**WHAT YOU WILL DO:** Copy each line of the records below that mentions the word "object".

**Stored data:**

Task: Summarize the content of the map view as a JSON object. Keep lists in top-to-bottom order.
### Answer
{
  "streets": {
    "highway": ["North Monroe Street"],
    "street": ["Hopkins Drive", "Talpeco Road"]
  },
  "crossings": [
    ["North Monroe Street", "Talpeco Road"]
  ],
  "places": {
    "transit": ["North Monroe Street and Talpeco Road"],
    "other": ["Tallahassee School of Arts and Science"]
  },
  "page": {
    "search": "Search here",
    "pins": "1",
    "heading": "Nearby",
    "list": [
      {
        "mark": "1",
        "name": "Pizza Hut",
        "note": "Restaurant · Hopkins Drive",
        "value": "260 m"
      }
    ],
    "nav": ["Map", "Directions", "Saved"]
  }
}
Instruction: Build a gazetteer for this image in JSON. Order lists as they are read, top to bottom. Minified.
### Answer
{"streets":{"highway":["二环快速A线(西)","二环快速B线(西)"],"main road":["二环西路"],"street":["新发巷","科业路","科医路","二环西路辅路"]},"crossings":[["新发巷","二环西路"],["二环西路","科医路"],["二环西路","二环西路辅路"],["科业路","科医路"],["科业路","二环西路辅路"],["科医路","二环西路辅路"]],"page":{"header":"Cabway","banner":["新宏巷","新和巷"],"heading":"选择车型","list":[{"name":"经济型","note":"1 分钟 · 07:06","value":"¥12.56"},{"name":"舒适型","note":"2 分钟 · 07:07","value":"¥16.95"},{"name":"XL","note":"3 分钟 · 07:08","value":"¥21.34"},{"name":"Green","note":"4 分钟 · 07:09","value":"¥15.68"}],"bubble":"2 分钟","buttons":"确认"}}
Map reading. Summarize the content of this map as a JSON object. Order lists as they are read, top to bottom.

**EXPECTED OUTPUT:**
Task: Summarize the content of the map view as a JSON object. Keep lists in top-to-bottom order.
Map reading. Summarize the content of this map as a JSON object. Order lists as they are read, top to bottom.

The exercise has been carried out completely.